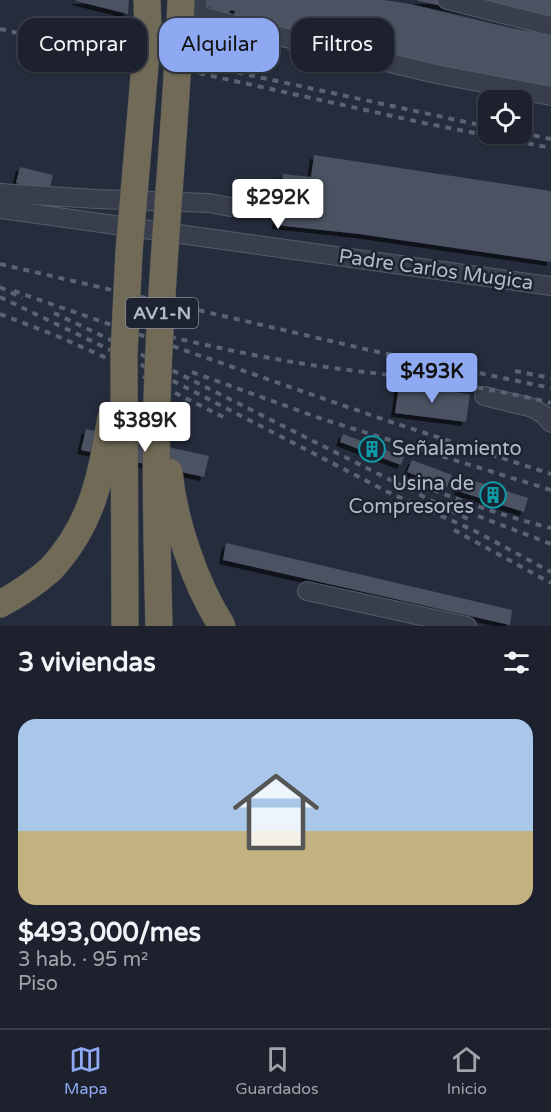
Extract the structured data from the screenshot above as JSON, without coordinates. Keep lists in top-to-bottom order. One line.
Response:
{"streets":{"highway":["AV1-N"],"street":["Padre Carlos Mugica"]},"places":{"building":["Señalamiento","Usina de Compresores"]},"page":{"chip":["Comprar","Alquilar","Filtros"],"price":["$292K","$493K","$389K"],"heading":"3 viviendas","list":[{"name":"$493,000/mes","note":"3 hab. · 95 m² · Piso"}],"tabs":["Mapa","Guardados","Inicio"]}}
*-*-*
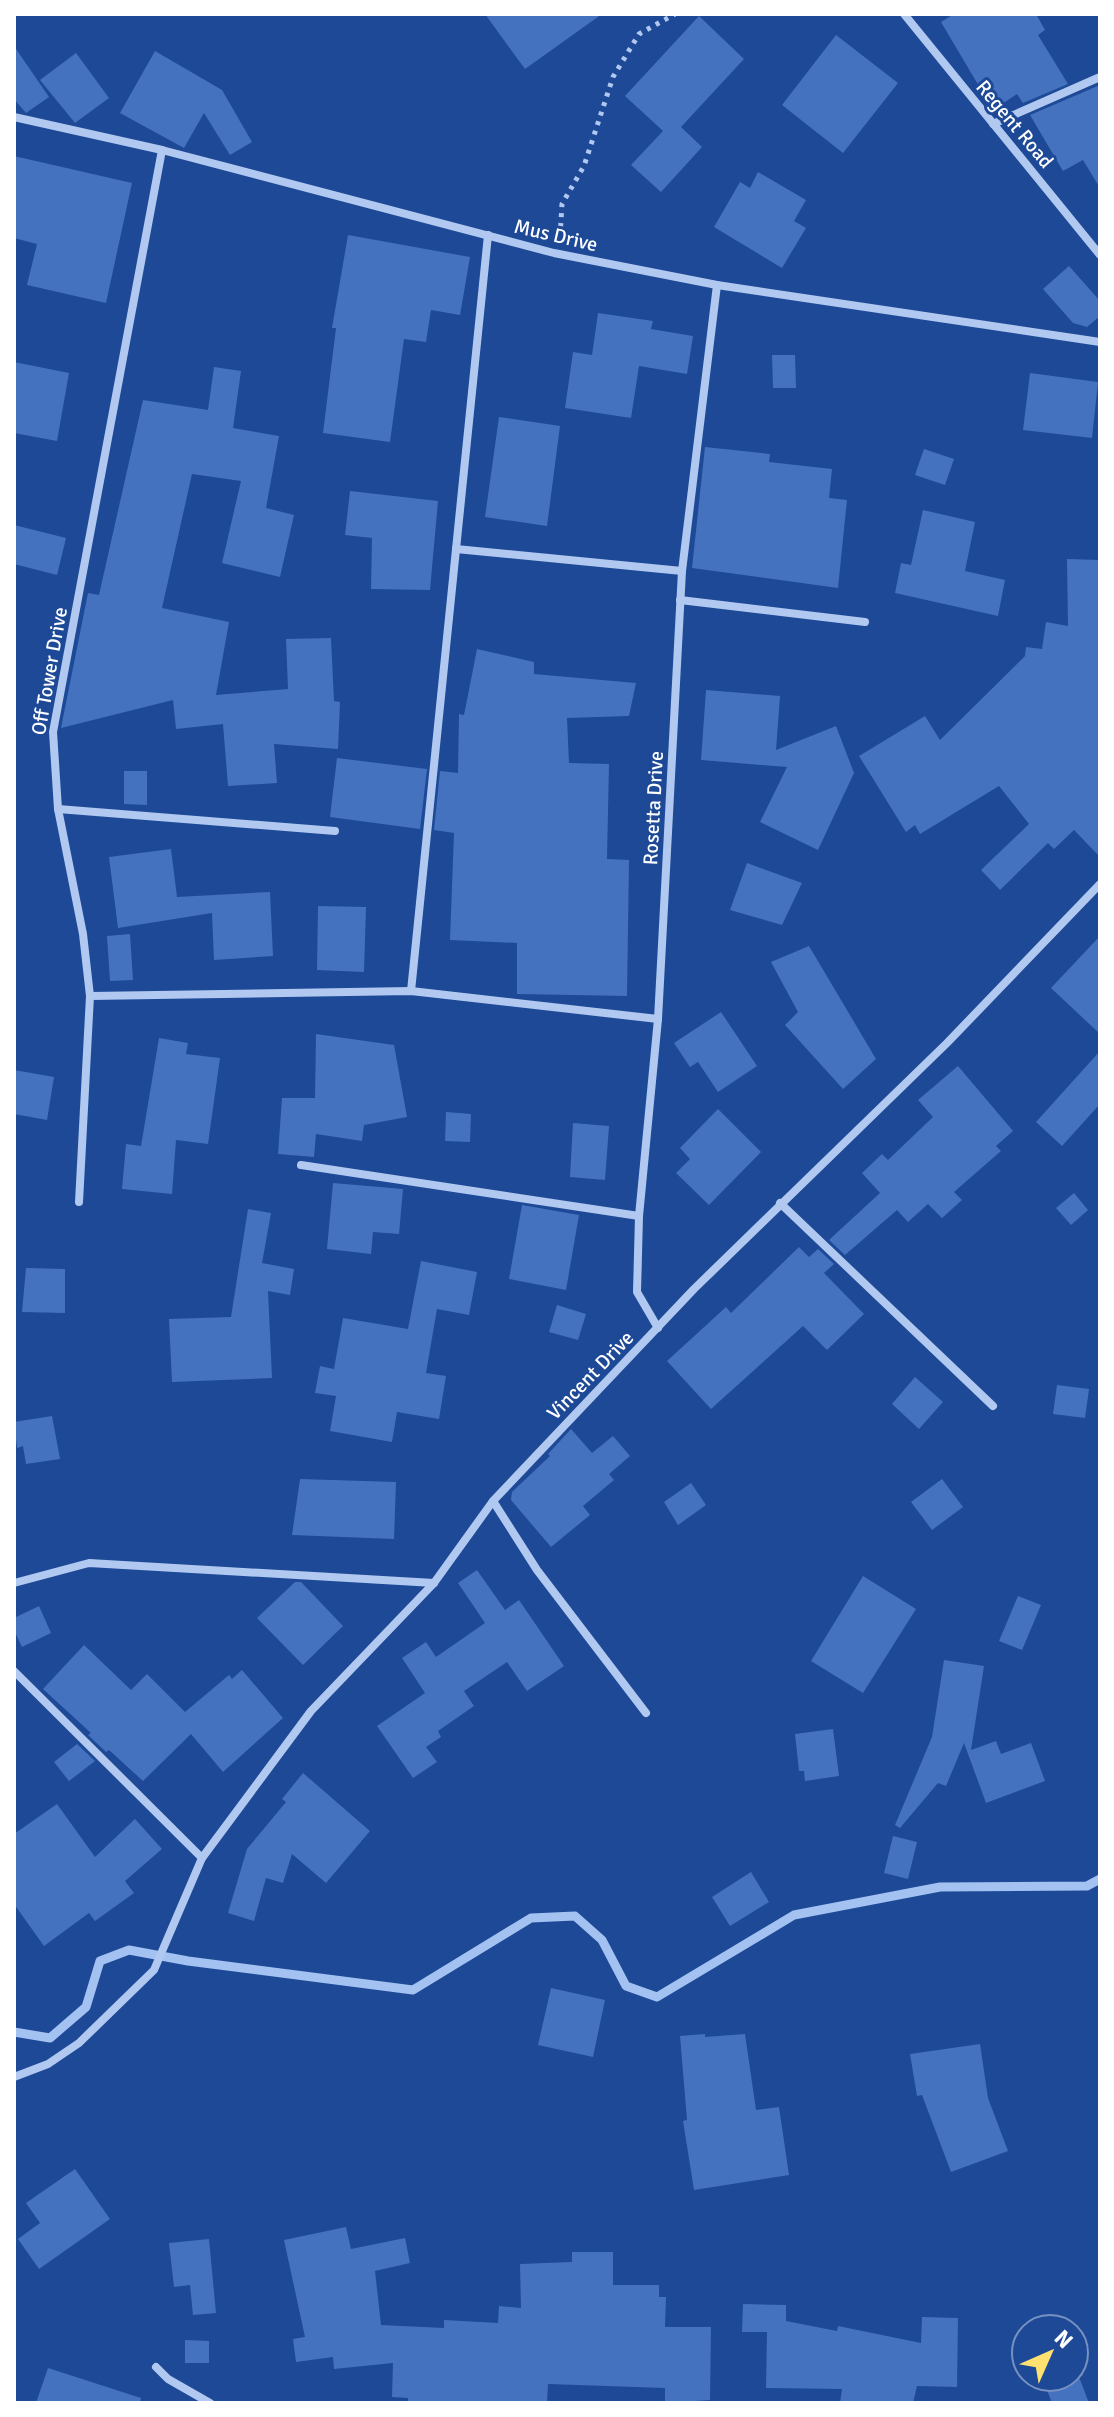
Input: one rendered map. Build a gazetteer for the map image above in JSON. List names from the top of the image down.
*-*-*
### EXERCISE GOAL
Report every line in the listing that holds the word "above".

### EXERCISE RESPONSE
Extract the structured data from the screenshot above as JSON, without coordinates. Keep lists in top-to-bottom order. One line.
Input: one rendered map. Build a gazetteer for the map image above in JSON. List names from the top of the image down.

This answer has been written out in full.